ElectraGlobe provides end-to-end AEMO GPS Application support for utility-scale solar farms, BESS projects, and hybrid systems across Australia. Our services include:
- Pre-lodgement power system studies (load flow, fault level, dynamic, harmonic)
- GPS documentation preparation and coordination
- PSSE and PSCAD dynamic modelling and validation
- Pre-lodgement consultation support with AEMO and TNSPs
- TDD round management and issue tracker responses
- R2 commissioning support and GPS confirmation
We work with developers, EPCs, and asset owners who need GPS applications that move efficiently, with engineering that holds up under AEMO's scrutiny from the first round.
Start your AEMO GPS Application with the ElectraGlobe team. Let’s discuss your project's connection requirements.
FAQ
How long does the AEMO GPS Application process take?
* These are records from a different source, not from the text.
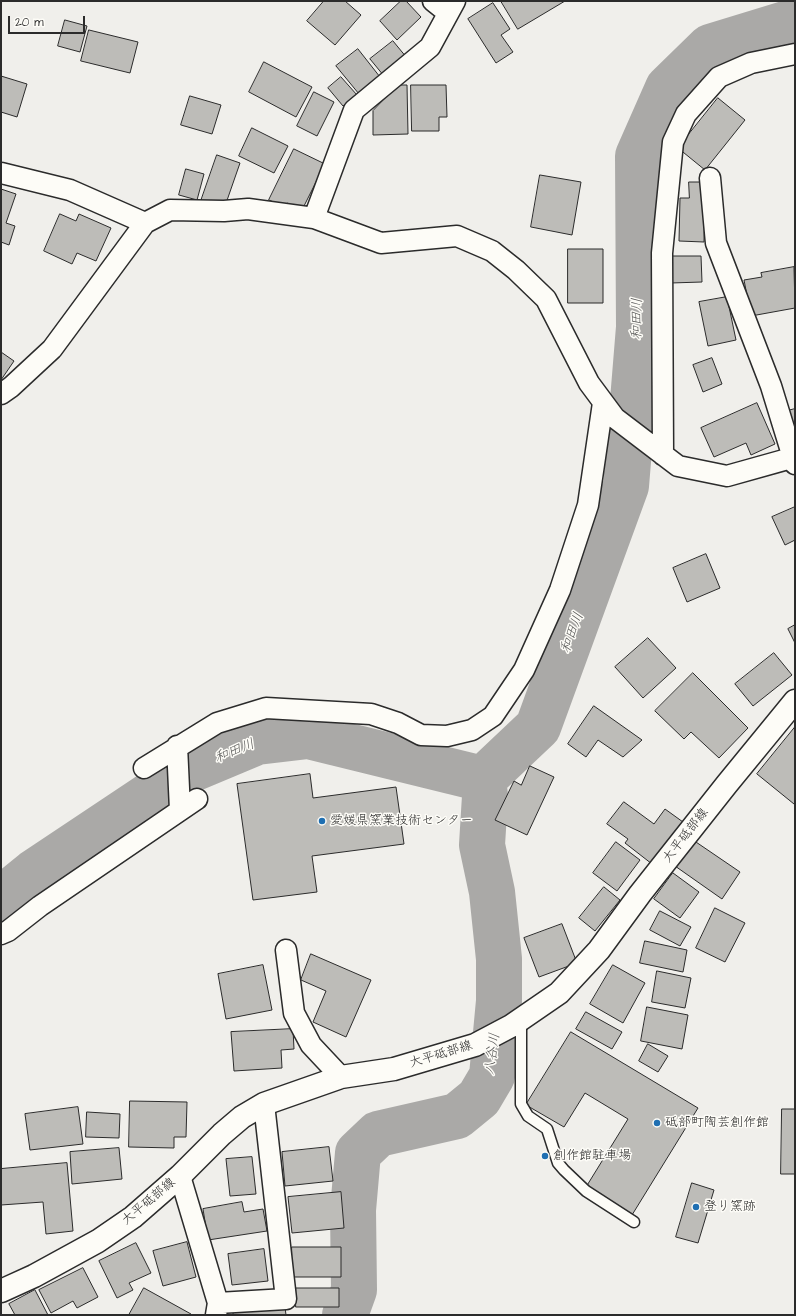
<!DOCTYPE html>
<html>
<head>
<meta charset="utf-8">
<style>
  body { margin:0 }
  #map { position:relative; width:796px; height:1316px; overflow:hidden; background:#f0efeb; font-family:"Architects Daughter",sans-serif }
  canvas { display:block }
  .frame { position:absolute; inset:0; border:2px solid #2b2b2b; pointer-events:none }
  .scale { position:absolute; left:8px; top:16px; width:77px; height:18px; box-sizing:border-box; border:2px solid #2b2b2b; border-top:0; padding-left:5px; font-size:12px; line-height:14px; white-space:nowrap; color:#2b2b2b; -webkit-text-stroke:3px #fdfcf7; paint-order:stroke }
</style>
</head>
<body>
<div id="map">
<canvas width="796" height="1316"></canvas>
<div class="frame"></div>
<div class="scale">20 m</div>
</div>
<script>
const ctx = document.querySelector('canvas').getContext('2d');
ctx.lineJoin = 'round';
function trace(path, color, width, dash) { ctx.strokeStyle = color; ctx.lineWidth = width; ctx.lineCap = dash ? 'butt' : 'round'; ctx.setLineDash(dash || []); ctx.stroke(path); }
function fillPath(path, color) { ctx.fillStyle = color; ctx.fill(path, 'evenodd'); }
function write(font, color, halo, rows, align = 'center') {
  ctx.font = font + ' "Architects Daughter","Klee One",sans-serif'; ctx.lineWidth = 3; ctx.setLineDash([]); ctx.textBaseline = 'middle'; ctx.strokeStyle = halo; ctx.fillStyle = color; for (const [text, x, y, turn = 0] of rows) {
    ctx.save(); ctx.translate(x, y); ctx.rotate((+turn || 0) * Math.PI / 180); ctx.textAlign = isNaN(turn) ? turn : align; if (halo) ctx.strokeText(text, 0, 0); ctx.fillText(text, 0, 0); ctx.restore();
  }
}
const river = new Path2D(`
  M483,779L538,727L626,486L639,327L638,156L668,88L710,47L795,21
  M1,899L33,873L183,773L257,742L308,736L483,779
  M345,1315L354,1290L353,1210L358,1153L378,1134L457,1116L479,1098L492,1076L499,1001V959L492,892L482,845L485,796L483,779`);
const building = new Path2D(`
  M324,1H345L361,15L335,45L307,21Z
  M401,1H406L421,17L397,40L380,21Z
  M501,1H565L518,29Z
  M493,3L510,29L501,35L513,52L496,63L468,19Z
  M65,20L87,26L80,52L58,46Z
  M89,30L138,42L130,73L81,61Z
  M393,41L407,58L384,76L370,59Z
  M358,49L380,77L359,94L336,66Z
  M264,62L312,87L296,117L249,92Z
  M1,76L27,84L17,117L1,112Z
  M341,77L357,95L343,106L328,88Z
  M398,85H407L408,134L373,135V111Z
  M411,85H446L447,117H439V131H412Z
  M314,92L334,102L317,136L297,126Z
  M190,96L221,105L212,134L181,125Z
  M718,98L745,120L705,170L678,148Z
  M252,128L288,146L274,173L239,156Z
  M294,149L325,164L302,210L287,203L284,207L269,200Z
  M217,155L240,163L224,209L201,201Z
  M186,169L204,174L197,200L179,195Z
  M540,175L581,182L572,235L531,227Z
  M689,182H705L704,242L679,241L680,198H689Z
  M1,189L16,194L6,223L15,226L9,245L1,242Z
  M60,214L76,221L79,214L111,228L96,261L77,253L72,264L44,251Z
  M568,249H603V303H568Z
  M671,256H701L702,282L671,283Z
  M794,267L795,308L751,316L744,280L762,277L761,273Z
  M727,297L736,340L708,346L699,302Z
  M1,352L14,361L1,380Z
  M712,358L722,384L703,392L693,365Z
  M757,403L775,444L751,455L746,443L714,457L701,428Z
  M795,409V446L787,411Z
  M795,507V540L785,545L772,517Z
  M706,554L720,588L687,602L673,568Z
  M795,625V643L788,629Z
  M648,638L676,668L643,698L615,667Z
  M774,653L792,675L753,706L735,684Z
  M693,673L748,728L719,758L691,732L684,739L655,711Z
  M594,706L642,740L623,757L598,740L586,757L568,744Z
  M795,727V803L794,804L757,774Z
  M530,766L554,777L527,835L495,820L514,781L521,785Z
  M310,774L313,798L396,787L404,844L312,856L317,892L253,900L237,784Z
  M624,802L654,824L665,809L683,822L652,864L625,843L628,839L607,824Z
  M693,840L740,872L722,899L675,866Z
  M616,842L640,860L617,891L593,873Z
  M673,873L699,892L680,918L654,899Z
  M604,887L620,900L595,931L579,918Z
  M715,908L745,923L725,962L696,948Z
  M660,911L691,927L680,946L650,930Z
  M562,924L577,963L539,977L524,938Z
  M645,941L687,950L683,972L640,963Z
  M311,954L371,980L346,1037L313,1022L326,991L301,980Z
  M263,965L272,1010L226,1019L218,974Z
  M613,965L645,983L623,1023L590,1004Z
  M657,971L691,978L685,1008L652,1002Z
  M647,1007L688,1015L682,1049L641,1041Z
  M586,1012L622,1032L612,1049L576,1029Z
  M293,1029L294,1049L281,1050L282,1068L234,1071L231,1032Z
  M571,1032L698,1108L632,1215L586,1187L628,1119L585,1093L564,1127L526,1105Z
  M648,1044L668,1056L658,1072L639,1061Z
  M130,1101L187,1102L186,1137H174V1148L129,1147Z
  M78,1107L83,1144L30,1150L25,1114Z
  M782,1109H795V1174H781Z
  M87,1112L120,1114L119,1138L86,1137Z
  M329,1147L333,1181L285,1186L282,1152Z
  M119,1148L122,1179L72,1184L70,1152Z
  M252,1157L256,1194L230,1196L226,1159Z
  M67,1163L73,1231L46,1234L43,1202L1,1205V1169Z
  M692,1183L714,1190L698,1243L676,1237Z
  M341,1192L344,1228L292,1233L288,1197Z
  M242,1202L244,1212L263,1209L267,1231L208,1240L203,1209Z
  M187,1242L196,1277L163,1286L153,1251Z
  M136,1243L151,1273L129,1283L133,1290L117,1298L99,1261Z
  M292,1247H341V1277H292Z
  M264,1249L268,1281L232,1285L228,1254Z
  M83,1268L98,1297L77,1308L73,1301L51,1313L39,1290Z
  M144,1288L191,1314V1315H129Z
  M296,1288H339V1307H296Z
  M35,1290L48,1315H15L9,1304Z
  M285,1307L286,1315H233V1308Z`);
const lane = new Path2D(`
  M521,1020V1104L528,1116L547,1129L558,1163L564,1170L586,1191L634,1222`);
const street = new Path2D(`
  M433,1L448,13
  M1,173L70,190L145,223
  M710,178L716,243L771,386L795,464
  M314,218L354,110L430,47L455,1
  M1,394L11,387L52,349L145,223L170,210L224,211L248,209L314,218L381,243L457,236L492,251L516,270L546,299L589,383L615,418L678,466L727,476L795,457
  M663,455L662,253L673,142L686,114L719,77L751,63L795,54
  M177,746L180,810
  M144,768L217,723L266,708L371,714L398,723L421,735L447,736L472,730L493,716L524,670L560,590L588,505L603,403
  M1,934L8,931L40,906L197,799
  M286,950L294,1013L311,1045L341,1077
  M180,1176L218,1303L216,1315
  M218,1303L286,1299L264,1104`);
const primary = new Path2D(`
  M1,1291L34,1276L98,1241L133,1217L180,1176L222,1134L242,1117L264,1104L341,1077L394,1069L475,1045L511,1026L559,993L599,950L640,894L727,784L795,701`);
const markers = [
  [322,821,4,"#1f6fb2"],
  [657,1123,4,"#1f6fb2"],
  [545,1156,4,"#1f6fb2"],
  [696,1207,4,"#1f6fb2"]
];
const poiNames = [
  ["愛媛県窯業技術センター",330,821],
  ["砥部町陶芸創作館",665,1123],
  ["創作館駐車場",553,1156],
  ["登り窯跡",704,1207]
];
const streetNames = [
  ["大平砥部線",686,836,-52],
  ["大平砥部線",441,1055,-17],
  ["大平砥部線",149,1202,-40]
];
const waterNames = [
  ["和田川",638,319,-89],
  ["和田川",573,633,-70],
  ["和田川",235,752,-22],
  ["八谷川",493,1054,-82]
];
trace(river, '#aaa9a7', 46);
fillPath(building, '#bdbcb8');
trace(building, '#2b2b2b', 1);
trace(lane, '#2b2b2b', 13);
trace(street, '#2b2b2b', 23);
trace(primary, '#2b2b2b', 25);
trace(lane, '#fdfcf7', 10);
trace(street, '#fdfcf7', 20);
trace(primary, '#fdfcf7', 22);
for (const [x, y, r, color] of markers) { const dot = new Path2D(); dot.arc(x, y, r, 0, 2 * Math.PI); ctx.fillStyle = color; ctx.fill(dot); trace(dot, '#fdfcf7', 1.5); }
write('13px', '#2b2b2b', '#fdfcf7', poiNames, 'left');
write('13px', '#2b2b2b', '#fdfcf7', streetNames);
write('italic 14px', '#575756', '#fdfcf7', waterNames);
</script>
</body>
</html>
The timeline for an AEMO GPS Application depends on submission quality, project complexity, and AEMO's current workload. A well-prepared application for a standard solar farm or BESS project can complete the TDD process in approximately four to six months.
What is the difference between an Automatic Access Standard and a Negotiated Access Standard in the GPS framework?
The Automatic Access Standard (AAS) is the minimum level of performance a generator must meet in each GPS category to obtain connection. The AAS values are set in the National Electricity Rules. Negotiated standards require additional AEMO assessment and often involve more detailed technical analysis than AAS compliance.
Can BESS projects be registered as both a generator and a load for AEMO GPS purposes?
Yes. Battery energy storage systems can be registered in the NEM as both a scheduled generator (during discharge) and a scheduled load (during charge). This dual registration reflects the bidirectional nature of BESS operation.